Mythography is the scientific-philological collection and interpretation of myths . The people involved in this activity are known as mythographers .

overview

In the ancient sciences , the word mythograph refers to those ancient writers who like Lysimachos , Dionysios Skytobrachion , Asklepiades and the like. a., since the Alexandrian period (their heyday was in the 3rd and 2nd centuries BC), the various sagas and poems of earlier times edited and compiled in prose .

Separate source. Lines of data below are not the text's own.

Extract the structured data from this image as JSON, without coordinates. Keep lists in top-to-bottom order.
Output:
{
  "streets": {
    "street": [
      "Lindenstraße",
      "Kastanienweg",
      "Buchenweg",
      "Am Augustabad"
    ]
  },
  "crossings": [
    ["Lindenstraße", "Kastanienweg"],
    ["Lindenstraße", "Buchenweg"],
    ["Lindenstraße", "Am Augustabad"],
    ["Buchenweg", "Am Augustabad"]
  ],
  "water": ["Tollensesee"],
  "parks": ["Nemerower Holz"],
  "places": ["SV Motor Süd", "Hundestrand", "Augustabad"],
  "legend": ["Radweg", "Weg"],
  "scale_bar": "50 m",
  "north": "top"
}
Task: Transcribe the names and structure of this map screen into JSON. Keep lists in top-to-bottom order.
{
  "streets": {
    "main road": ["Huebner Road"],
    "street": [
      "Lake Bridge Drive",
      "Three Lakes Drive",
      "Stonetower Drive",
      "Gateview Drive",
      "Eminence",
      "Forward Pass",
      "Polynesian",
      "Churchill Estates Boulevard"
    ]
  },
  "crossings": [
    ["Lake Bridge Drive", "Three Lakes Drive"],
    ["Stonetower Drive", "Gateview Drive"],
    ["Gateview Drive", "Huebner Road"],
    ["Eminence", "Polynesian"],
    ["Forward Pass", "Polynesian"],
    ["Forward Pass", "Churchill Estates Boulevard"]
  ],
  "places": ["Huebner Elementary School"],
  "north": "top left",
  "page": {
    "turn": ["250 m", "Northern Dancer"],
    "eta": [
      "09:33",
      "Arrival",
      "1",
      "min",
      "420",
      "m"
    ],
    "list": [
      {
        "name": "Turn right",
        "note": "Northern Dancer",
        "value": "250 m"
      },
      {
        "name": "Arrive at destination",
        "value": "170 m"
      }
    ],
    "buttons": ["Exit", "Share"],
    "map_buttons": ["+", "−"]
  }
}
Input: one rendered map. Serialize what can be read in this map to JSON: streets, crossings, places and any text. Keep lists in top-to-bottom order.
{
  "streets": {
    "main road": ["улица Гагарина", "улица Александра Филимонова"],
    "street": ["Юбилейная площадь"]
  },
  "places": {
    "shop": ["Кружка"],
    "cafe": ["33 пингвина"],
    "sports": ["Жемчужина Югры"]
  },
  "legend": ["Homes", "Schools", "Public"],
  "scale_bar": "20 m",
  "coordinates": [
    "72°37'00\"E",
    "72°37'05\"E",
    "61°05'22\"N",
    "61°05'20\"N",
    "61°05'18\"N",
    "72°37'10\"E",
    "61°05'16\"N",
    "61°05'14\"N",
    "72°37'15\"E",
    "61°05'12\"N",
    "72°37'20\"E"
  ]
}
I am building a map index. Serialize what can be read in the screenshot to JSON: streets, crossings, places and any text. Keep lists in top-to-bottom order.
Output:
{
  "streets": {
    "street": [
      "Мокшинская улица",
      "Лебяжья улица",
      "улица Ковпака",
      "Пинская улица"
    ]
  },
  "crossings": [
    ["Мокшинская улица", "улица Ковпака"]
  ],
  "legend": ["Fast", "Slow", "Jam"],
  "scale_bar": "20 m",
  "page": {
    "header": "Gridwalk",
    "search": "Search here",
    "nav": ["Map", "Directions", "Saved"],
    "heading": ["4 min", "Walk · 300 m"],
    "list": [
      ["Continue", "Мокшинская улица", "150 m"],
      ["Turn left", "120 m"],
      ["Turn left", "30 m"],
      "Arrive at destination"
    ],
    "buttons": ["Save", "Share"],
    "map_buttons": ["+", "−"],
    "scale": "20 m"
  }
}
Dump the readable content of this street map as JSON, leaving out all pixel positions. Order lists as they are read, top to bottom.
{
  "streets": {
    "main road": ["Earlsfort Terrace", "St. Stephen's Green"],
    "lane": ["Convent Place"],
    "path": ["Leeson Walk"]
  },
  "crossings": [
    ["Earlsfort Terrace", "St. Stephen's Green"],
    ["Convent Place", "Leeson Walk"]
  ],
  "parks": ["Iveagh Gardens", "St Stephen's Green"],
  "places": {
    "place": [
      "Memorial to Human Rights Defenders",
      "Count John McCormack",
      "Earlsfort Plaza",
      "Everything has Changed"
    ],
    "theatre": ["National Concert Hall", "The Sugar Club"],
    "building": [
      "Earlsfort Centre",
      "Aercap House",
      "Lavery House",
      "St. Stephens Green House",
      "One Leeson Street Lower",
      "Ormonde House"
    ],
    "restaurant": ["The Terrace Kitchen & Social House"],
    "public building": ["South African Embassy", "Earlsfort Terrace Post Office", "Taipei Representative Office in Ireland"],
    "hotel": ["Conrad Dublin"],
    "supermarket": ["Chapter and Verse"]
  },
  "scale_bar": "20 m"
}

In the collections of the meager remains of this literature it is also customary to understand by this name those writers who are not concerned both with the narration of myths and with the interpretation of them. The main surviving writings of the latter genus are the work of Cornutus On the Essence of the Gods and the Homeric Allegories of Herakleitos , which have a predominantly philosophical tendency and represent the main direction of the allegorical explanation of myths, the physical, which the essence of the gods as bearers of the ancient sagas traces back to the forces of nature.

The second direction in the explanation of myths, the historical or pragmatic, is represented not only by the relevant books by Diodorus, but also by the poorly preserved Libri de incredibilibus of Palaiphatos and that of Herakleitos.

The most important remnants of the writings of actual Greek mythographers are the libraries of Apollodorus , the narrations of Konon only preserved in the extract from Photios I , the narrationes amatoriae of Parthenios , the transformation of Antoninus Liberalis , the cadastral systems attached to Eratosthenes .

The collections of Roman Mythographi include the Fabulae of Hyginus , the Mythologiae of Fulgentius , the Narrationes fabularum Ovidiarum (from Ovid , which were earlier incorrectly attributed to Lutatius Placidus ), the book De deorum imaginibus and others , which was only written in the Middle Ages by an Albericus . a.

List of mythographers

Publius Ovidius Naso (after a painting by Anton von Werner )

expenditure

Anton Westermann (Braunschweig 1843) obtained an early edition of the Mythographi Graeci ; the Mythographi Latini gave Thomas Muncker (2 vols., Amsterdam 1681) and St. Augustine van Staveren (2 vols., Leiden 1712) out, for which purpose then the output of the three Mythographi Vaticani , at least the first nor the Pagan antiquity of which belongs by Angelo Mai (Rome 1831) and Georg Heinrich Bode (Celle 1834) came. The first two Mythographi Vaticani by Péter Kulcsár have recently been published (Turnholti: Brepols, 1987; Corpvs Christianorvm: Series Latina). Further collections are the Mythographi graeci I-III edd. Wagner - Sakolowski - Martini -Olivieri-Festa, 1894–1902. The Greek historians' Fragments collection, edited by Felix Jacoby , also contains mythographic material.

literature

  • Alan Cameron : Greek Mythography in the Roman World. Oxford University Press, Oxford et al. 2004, ISBN 0-19-517121-7 ( American Classical Studies 48).

Individual evidence

  1. This article is largely based on the entry "Mythographen" in Brockhaus' Conversations-Lexikon , 13th edition, Leipzig 1885.